→ **EXERCISE**: Repeat, exactly and with no pictures, the lines that run from the beginning of the entries through the line containing "translate:-50% -50%; white-space:nowrap;".

→ **DATASET EXTRACT**:
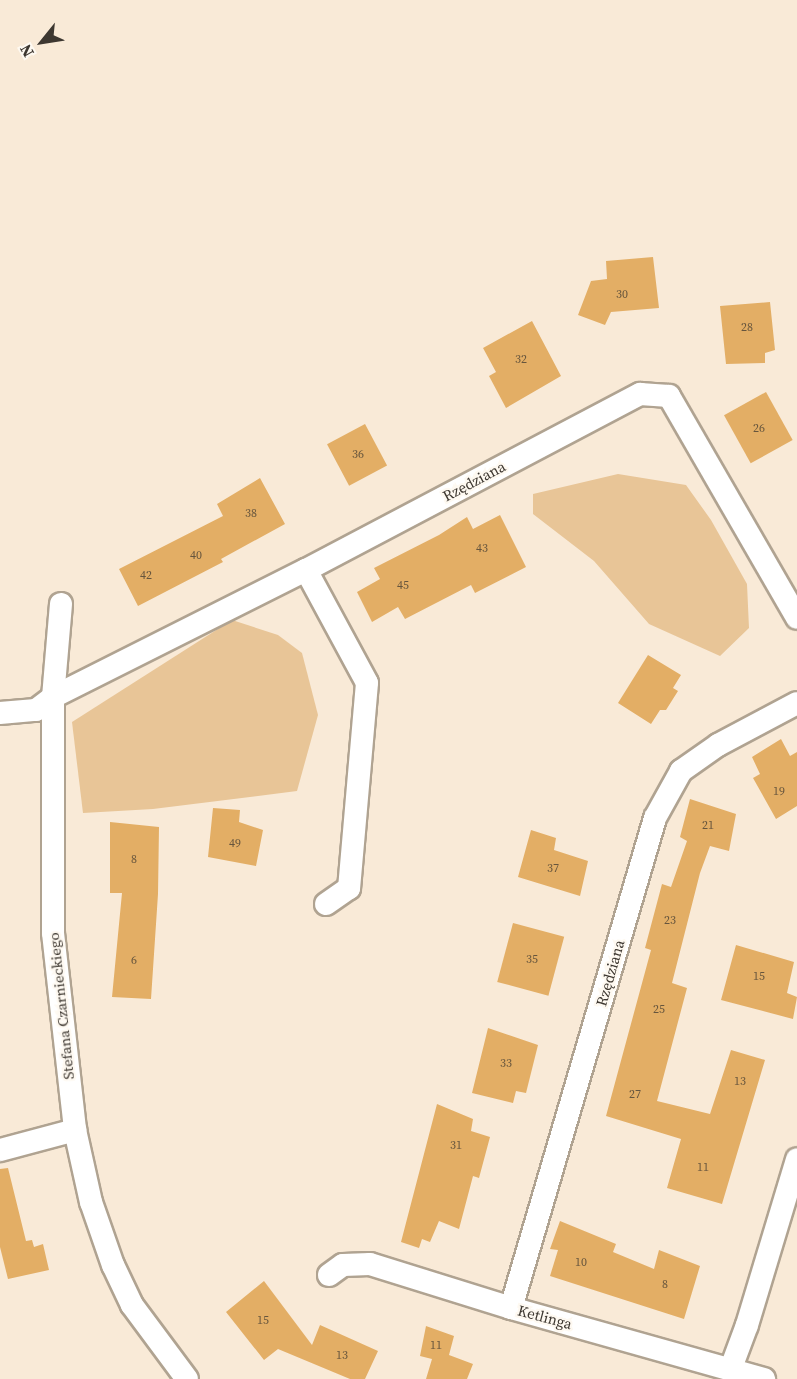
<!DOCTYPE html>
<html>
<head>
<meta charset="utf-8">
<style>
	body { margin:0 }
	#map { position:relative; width:797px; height:1379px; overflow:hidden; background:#f9ead7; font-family:"Source Serif 4",serif }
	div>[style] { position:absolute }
	.green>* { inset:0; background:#e8c597 }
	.building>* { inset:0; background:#e3ae65; transform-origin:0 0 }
	.roads { filter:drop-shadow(2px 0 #b0a391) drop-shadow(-2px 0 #b0a391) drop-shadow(0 2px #b0a391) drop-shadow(0 -2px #b0a391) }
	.street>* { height:22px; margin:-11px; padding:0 11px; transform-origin:11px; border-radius:11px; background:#fff }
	span { translate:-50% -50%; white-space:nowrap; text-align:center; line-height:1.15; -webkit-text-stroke:4.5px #fef9f1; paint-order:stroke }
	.number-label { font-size:12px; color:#66553d }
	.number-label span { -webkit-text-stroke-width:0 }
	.street-label { font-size:15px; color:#3d3730 }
	.north { position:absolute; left:12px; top:12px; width:60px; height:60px; -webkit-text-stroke:4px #fef9f1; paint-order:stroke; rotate:240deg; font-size:16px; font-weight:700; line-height:24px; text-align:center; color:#3d3730 }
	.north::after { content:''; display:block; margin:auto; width:21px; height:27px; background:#3d3730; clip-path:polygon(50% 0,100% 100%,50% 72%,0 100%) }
</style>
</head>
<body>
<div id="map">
	<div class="green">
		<div style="clip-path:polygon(618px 474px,686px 485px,711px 520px,747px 584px,749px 628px,720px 656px,649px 624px,594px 561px,533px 514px,533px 494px)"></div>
		<div style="clip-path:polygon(232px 620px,278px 635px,302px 653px,318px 715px,297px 791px,153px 809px,83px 813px,72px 722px)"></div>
	</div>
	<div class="building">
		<div style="clip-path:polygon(653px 257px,659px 308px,611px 312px,605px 325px,578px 315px,591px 281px,607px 279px,606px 261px)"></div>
		<div style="clip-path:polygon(770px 302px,775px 350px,765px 353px,765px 363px,726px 364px,720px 306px)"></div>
		<div style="clip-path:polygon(532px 321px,561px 376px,506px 408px,489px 376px,496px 372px,483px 348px)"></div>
		<div style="left:766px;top:392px;width:55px;height:48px;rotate:61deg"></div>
		<div style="left:365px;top:424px;width:47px;height:43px;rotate:62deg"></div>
		<div style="clip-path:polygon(260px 478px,285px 524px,221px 559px,223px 562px,138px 606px,119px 569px,223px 516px,217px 504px)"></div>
		<div style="clip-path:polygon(500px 515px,526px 567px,475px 593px,471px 585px,405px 619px,398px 607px,372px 622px,357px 592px,380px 579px,374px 568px,439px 535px,467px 517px,473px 529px)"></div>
		<div style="clip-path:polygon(648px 655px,681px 675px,673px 688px,678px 691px,666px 710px,660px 710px,651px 724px,618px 703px)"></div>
		<div style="clip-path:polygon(781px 739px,790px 756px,797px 752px,797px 806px,776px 819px,753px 778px,760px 774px,752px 757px)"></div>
		<div style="clip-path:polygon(690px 799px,736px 814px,729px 851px,710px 846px,700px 873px,672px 983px,687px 988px,657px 1101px,710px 1114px,731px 1050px,765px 1060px,722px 1204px,667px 1188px,681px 1139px,606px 1116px,651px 950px,645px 948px,662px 884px,671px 887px,687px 841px,680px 837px)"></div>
		<div style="clip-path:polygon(213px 808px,240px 810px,239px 822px,263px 830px,256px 866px,208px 857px)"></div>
		<div style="clip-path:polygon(110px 822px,159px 827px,158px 894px,151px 999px,112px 997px,122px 893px,110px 893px)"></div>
		<div style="clip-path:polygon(531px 830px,556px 838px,554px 850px,588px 861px,580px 896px,518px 877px)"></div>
		<div style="left:513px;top:923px;width:53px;height:61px;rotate:15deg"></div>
		<div style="clip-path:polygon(736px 945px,794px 962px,787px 993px,797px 997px,793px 1019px,721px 1000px)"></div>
		<div style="clip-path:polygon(488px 1028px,538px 1045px,526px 1093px,516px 1091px,513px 1103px,472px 1093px)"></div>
		<div style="clip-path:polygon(437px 1104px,473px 1119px,471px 1131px,490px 1137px,479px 1178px,473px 1176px,459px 1229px,439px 1221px,430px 1242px,422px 1239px,419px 1248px,401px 1242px)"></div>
		<div style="clip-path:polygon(8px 1168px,26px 1241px,32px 1240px,34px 1247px,43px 1244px,49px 1270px,8px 1279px,0 1247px,0 1169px)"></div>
		<div style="clip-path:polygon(560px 1221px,616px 1244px,613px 1252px,654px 1269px,659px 1250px,700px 1266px,684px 1319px,550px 1276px,558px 1250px,550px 1249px)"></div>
		<div style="clip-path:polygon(264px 1281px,312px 1345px,320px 1325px,378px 1351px,365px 1379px,350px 1379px,278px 1349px,264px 1360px,226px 1312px)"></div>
		<div style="clip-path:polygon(426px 1326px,454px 1336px,449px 1355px,473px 1364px,467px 1379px,426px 1379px,432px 1359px,420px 1356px)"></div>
	</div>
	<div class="roads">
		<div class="street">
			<div style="left:306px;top:570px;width:128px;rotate:61.6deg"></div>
			<div style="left:367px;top:683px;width:206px;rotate:95deg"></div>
			<div style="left:349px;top:888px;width:28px;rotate:145deg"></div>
			<div style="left:61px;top:604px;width:93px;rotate:94.9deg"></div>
			<div style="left:53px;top:697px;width:236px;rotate:90deg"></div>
			<div style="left:53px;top:933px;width:198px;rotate:83.6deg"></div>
			<div style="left:75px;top:1130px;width:74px;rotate:77.5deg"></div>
			<div style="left:91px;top:1202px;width:67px;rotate:70.8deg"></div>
			<div style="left:113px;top:1265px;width:44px;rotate:64.6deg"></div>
			<div style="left:132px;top:1305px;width:92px;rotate:53.4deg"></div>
			<div style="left:0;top:713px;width:36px;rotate:-5deg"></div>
			<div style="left:36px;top:710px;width:21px;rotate:-37deg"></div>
			<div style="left:53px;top:697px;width:283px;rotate:-26.7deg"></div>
			<div style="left:306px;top:570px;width:378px;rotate:-27.8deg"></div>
			<div style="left:640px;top:394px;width:29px;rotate:4deg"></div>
			<div style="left:669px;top:396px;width:256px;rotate:60deg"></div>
			<div style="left:0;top:1150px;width:78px;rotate:-14.9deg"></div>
			<div style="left:329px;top:1275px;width:17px;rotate:-36deg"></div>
			<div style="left:343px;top:1265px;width:27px;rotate:-2deg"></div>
			<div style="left:370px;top:1264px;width:148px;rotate:17.3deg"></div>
			<div style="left:511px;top:1308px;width:263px;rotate:15.7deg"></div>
			<div style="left:511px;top:1308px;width:511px;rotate:-73.62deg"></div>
			<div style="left:655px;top:818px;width:54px;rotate:-61deg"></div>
			<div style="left:681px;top:771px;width:45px;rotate:-35.1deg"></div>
			<div style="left:718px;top:745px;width:89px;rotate:-28deg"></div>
			<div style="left:731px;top:1368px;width:46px;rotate:-69.6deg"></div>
			<div style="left:747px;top:1325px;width:173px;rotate:-73.2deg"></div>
		</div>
	</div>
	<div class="number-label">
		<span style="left:622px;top:295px">30</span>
		<span style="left:747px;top:328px">28</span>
		<span style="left:521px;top:360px">32</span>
		<span style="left:759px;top:429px">26</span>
		<span style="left:358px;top:455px">36</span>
		<span style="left:251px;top:514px">38</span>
		<span style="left:482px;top:549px">43</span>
		<span style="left:196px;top:556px">40</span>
		<span style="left:146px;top:576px">42</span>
		<span style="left:403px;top:586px">45</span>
		<span style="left:779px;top:792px">19</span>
		<span style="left:708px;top:826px">21</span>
		<span style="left:235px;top:844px">49</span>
		<span style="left:134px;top:860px">8</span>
		<span style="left:553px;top:869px">37</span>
		<span style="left:670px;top:921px">23</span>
		<span style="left:532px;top:960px">35</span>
		<span style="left:134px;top:961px">6</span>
		<span style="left:759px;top:977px">15</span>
		<span style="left:659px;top:1010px">25</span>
		<span style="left:506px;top:1064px">33</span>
		<span style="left:740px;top:1082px">13</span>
		<span style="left:635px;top:1095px">27</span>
		<span style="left:456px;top:1146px">31</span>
		<span style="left:703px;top:1168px">11</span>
		<span style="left:581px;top:1263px">10</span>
		<span style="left:665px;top:1285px">8</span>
		<span style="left:263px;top:1321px">15</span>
		<span style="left:436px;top:1346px">11</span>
		<span style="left:342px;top:1356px">13</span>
	</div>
	<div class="street-label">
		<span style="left:474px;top:481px;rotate:-28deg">Rzędziana</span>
		<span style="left:610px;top:973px;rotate:-74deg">Rzędziana</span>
		<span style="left:61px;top:1006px;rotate:-96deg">Stefana Czarnieckiego</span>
		<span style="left:545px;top:1317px;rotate:15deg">Ketlinga</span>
	</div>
	<div class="north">N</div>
</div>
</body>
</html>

→ **RESPONSE TO THIS TASK**:
<!DOCTYPE html>
<html>
<head>
<meta charset="utf-8">
<style>
	body { margin:0 }
	#map { position:relative; width:797px; height:1379px; overflow:hidden; background:#f9ead7; font-family:"Source Serif 4",serif }
	div>[style] { position:absolute }
	.green>* { inset:0; background:#e8c597 }
	.building>* { inset:0; background:#e3ae65; transform-origin:0 0 }
	.roads { filter:drop-shadow(2px 0 #b0a391) drop-shadow(-2px 0 #b0a391) drop-shadow(0 2px #b0a391) drop-shadow(0 -2px #b0a391) }
	.street>* { height:22px; margin:-11px; padding:0 11px; transform-origin:11px; border-radius:11px; background:#fff }
	span { translate:-50% -50%; white-space:nowrap; text-align:center; line-height:1.15; -webkit-text-stroke:4.5px #fef9f1; paint-order:stroke }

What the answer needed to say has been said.